I’ll add to that: Whatever some tarot reader or TikTok psychic says definitely does not matter. Idk what fs means but I’m guessing something like a twin flame and that is especially 1000% bullshit.
The spiritual community has created an incredible amount of false narratives to make excuses and blame outside forces for why things aren’t going their way. None of it is real. Seriously forget everything you learned about fate, karma, astrology, or anything else that’s saying something else is in control. Reality is an illusion. YOU are in control.
You don’t have to identify with any old bullshit anymore. Stop repeating the old story and think about what you do want. You can have literally ANYTHING! You say you don’t know what you want, ok, but you know what you don’t want, right?
I don’t want to work -> I want to live in a reality where I don’t have to work.
There, you just figured out something you want! It’s that simple.
I totally agree that this society is a horrific shitshow and I don’t want to be aware of it anymore either. But it’s just one version of reality available. It’s not the only reality and it’s not the original reality. You don’t have to be aware of it anymore if you don’t want to be.
You also don’t have to involve death at all. There’s a lot of misconception in the shifting world which has lead to concepts like “permashifting” and “respawning”, but those just all assume this current reality is the original one. It’s not.
Have you watched The Matrix? It’s really more like a documentary than science fiction lol. Just like in the movie, we are being tricked by a simulated virtual reality, controlled by a society that’s using us for our energy. Just think of reality as an escape room. We’re escaping the Matrix. Once you figure out how to leave, you don’t ever have to go back. There are infinite realities available to you, and none are more real or right or original than any others. Remember, death is not an ultimate, nor does it exist in all realities.
I am scripting a utopian reality with my best friend where there is no death, aging, or illness. Everyone is a master manifestor so they always get whatever they want. Nobody has to work and there isn’t even a need for money because we can manifest anything instantly. We can just relax and get massages all day.
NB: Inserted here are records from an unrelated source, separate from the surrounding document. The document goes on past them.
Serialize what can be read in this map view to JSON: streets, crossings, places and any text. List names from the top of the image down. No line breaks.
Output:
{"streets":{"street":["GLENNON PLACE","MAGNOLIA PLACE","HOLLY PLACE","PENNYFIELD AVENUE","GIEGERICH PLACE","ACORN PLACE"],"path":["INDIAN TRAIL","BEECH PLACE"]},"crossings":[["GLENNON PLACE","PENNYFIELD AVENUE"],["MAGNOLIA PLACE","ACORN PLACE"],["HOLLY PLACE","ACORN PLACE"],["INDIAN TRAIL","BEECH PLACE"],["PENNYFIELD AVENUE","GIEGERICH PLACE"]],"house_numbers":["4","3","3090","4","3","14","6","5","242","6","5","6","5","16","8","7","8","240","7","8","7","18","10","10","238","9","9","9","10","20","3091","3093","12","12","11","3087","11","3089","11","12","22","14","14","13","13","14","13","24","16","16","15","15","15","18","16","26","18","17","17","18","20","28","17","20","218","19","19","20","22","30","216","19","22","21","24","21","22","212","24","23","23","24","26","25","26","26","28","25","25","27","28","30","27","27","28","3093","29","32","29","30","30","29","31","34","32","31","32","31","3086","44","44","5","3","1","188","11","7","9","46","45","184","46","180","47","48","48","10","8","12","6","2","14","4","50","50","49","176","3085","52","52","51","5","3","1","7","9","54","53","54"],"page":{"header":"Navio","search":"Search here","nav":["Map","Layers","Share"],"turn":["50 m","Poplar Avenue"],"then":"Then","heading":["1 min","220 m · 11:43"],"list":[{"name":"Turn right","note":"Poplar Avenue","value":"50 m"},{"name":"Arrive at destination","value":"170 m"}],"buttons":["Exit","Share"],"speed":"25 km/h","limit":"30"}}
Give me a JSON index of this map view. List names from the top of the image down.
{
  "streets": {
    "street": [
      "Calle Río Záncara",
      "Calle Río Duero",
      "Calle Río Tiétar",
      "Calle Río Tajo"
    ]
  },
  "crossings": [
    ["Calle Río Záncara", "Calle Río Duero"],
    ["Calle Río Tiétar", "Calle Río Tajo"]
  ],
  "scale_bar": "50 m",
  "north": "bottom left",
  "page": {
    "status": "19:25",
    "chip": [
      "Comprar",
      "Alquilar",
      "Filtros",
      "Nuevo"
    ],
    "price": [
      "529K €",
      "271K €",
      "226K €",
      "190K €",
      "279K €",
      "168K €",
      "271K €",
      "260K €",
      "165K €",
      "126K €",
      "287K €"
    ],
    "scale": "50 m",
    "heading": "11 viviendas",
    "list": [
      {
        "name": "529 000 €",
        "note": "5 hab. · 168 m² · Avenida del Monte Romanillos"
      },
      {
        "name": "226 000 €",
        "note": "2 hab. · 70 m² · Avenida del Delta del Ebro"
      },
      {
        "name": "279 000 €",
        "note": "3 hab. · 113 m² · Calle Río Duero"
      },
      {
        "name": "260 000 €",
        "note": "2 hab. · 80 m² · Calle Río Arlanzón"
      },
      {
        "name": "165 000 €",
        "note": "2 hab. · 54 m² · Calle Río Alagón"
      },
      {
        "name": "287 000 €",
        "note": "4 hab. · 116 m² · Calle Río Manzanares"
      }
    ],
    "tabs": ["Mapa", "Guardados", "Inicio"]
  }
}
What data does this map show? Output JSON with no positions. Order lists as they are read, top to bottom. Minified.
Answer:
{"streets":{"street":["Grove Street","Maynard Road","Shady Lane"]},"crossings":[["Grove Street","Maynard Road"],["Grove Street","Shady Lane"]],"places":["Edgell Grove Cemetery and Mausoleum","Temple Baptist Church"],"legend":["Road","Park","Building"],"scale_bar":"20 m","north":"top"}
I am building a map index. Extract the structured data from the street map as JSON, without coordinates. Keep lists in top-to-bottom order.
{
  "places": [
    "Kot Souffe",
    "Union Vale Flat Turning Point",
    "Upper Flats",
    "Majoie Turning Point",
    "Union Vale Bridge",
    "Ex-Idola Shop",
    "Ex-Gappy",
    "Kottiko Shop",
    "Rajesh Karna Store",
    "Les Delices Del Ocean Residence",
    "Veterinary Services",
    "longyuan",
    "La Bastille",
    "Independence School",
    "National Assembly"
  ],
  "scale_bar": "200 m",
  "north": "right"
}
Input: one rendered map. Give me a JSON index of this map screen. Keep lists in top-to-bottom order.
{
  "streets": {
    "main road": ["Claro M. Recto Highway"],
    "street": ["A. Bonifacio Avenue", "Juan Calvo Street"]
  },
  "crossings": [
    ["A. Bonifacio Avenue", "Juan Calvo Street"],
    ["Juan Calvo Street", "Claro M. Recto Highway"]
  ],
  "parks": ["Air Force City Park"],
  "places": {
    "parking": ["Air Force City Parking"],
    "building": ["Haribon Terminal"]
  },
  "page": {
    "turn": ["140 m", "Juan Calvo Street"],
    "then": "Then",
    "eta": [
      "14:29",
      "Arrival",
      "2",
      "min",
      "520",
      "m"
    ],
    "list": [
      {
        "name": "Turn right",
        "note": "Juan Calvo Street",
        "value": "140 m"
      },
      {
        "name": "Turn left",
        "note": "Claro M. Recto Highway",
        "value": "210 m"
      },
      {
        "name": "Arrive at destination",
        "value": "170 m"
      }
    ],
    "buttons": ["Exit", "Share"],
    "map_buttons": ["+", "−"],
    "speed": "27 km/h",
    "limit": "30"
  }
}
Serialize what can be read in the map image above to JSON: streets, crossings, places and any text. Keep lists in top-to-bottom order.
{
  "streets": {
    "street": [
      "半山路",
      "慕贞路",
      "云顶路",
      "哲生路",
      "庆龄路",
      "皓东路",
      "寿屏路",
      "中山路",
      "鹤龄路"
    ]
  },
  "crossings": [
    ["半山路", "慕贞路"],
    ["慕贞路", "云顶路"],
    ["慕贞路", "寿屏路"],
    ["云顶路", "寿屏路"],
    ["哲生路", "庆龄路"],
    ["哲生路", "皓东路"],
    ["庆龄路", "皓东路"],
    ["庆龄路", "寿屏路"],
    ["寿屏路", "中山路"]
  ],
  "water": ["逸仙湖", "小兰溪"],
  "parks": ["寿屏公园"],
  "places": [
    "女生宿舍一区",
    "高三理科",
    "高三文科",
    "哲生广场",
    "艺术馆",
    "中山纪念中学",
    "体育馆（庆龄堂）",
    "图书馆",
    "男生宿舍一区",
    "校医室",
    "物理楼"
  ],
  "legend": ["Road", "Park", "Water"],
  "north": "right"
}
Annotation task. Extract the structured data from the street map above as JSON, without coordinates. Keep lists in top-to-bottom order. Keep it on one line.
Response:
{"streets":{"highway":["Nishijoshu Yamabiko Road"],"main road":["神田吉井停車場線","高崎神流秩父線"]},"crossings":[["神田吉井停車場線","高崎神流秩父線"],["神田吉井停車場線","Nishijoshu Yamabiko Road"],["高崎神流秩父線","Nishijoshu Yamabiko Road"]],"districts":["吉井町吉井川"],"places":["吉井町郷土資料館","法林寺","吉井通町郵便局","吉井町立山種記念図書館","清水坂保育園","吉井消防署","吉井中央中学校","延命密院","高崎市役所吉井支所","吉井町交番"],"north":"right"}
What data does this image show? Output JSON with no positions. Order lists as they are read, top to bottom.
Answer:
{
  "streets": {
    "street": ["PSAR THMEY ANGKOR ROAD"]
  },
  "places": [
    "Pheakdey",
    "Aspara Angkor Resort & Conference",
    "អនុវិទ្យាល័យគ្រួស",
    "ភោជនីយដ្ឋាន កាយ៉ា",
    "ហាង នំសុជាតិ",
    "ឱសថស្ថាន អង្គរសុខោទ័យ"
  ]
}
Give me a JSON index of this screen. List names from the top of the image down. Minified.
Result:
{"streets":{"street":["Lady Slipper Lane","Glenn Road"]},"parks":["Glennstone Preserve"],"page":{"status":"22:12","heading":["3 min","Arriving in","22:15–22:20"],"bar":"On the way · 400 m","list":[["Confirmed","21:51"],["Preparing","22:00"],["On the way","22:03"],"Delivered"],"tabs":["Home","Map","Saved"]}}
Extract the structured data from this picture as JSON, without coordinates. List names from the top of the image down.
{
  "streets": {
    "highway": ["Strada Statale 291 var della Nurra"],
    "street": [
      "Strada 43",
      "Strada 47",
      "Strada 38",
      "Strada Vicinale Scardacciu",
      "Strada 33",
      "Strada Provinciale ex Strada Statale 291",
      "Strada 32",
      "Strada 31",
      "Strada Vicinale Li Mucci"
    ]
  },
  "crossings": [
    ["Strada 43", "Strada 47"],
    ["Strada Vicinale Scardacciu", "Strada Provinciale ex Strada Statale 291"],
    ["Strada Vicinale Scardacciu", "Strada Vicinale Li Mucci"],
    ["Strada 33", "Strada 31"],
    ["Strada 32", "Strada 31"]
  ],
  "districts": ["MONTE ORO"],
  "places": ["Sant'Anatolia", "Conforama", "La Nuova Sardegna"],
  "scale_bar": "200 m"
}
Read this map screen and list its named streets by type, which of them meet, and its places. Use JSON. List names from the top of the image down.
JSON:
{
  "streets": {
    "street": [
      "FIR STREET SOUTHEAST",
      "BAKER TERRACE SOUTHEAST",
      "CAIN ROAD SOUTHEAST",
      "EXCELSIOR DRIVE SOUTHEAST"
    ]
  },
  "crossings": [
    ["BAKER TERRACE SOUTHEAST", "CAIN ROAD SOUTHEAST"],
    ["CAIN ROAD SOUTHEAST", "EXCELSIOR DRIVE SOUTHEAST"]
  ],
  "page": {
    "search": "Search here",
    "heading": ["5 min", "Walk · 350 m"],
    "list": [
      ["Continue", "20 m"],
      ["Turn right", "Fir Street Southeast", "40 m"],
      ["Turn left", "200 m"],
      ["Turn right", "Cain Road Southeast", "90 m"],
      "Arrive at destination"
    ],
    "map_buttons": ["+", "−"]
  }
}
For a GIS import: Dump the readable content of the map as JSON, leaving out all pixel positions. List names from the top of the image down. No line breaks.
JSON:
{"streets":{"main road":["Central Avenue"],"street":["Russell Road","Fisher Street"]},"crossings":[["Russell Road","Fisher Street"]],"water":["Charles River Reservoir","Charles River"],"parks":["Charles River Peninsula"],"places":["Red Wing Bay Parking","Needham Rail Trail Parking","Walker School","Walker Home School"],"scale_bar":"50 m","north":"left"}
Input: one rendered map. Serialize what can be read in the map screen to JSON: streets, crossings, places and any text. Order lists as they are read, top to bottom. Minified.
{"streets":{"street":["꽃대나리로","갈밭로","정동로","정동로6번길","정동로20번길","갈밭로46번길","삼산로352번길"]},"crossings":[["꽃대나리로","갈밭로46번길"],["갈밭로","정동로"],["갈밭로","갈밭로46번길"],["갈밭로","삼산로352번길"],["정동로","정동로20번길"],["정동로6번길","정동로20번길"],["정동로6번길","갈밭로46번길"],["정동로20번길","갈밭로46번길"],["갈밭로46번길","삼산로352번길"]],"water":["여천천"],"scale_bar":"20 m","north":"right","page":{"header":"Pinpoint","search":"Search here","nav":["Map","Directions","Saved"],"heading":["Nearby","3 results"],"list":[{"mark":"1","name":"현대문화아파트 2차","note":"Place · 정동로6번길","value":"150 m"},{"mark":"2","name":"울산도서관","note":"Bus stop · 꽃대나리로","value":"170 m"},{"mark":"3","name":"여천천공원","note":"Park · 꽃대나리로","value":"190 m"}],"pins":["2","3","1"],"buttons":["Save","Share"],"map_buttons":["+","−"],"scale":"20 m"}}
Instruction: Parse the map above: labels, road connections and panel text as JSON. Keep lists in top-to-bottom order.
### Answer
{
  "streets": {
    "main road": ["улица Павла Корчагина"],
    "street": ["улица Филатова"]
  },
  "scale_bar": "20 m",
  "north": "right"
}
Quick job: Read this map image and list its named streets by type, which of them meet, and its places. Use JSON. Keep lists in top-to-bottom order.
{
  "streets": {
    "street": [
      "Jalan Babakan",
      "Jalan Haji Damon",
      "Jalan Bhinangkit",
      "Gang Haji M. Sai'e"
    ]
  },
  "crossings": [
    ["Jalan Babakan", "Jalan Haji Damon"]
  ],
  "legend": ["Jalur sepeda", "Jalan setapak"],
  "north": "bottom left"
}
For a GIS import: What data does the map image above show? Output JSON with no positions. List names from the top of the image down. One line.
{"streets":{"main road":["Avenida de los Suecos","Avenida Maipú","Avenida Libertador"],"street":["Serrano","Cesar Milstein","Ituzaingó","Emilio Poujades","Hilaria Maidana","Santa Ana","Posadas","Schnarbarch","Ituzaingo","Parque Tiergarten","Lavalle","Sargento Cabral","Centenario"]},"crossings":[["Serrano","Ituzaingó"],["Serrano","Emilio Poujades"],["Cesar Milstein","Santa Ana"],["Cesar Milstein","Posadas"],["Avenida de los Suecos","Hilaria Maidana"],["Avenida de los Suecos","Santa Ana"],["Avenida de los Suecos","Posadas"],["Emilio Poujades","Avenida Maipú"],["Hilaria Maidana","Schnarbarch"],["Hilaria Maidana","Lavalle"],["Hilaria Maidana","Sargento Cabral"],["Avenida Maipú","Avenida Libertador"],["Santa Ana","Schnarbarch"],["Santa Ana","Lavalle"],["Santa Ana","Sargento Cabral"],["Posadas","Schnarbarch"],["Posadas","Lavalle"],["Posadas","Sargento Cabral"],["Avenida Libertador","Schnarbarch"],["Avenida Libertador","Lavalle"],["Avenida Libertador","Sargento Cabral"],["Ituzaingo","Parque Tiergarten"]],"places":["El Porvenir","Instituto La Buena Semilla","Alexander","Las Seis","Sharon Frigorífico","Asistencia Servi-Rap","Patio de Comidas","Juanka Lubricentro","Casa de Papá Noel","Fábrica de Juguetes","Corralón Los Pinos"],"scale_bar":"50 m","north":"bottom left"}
Everyone lives in peace and harmony and abundance. Animals are treated as equals to humans, we can all communicate with each other, and we can all fly and teleport. Because why the f not? 🤷🏻‍♀️😂
And if you really don’t want to exist (I’m guessing that other ask from a couple weeks ago is you too lol) you don’t have to exist in this reality, or any other. Removing your awareness from all physical reality is known as entering the void. You exist there as pure consciousness, and you can stay there as long as you like. It is you as your highest self. There’s nothing negative about it.
As for the whole subliminal thing, shifting subliminals are just one method. Shifting = manifesting = deciding what you want and experiencing it. It’s something we are always doing and is available to all of us. You don’t need any methods to shift besides intention. We just use methods to convince/calm the annoying human brain that is programmed with society’s limits.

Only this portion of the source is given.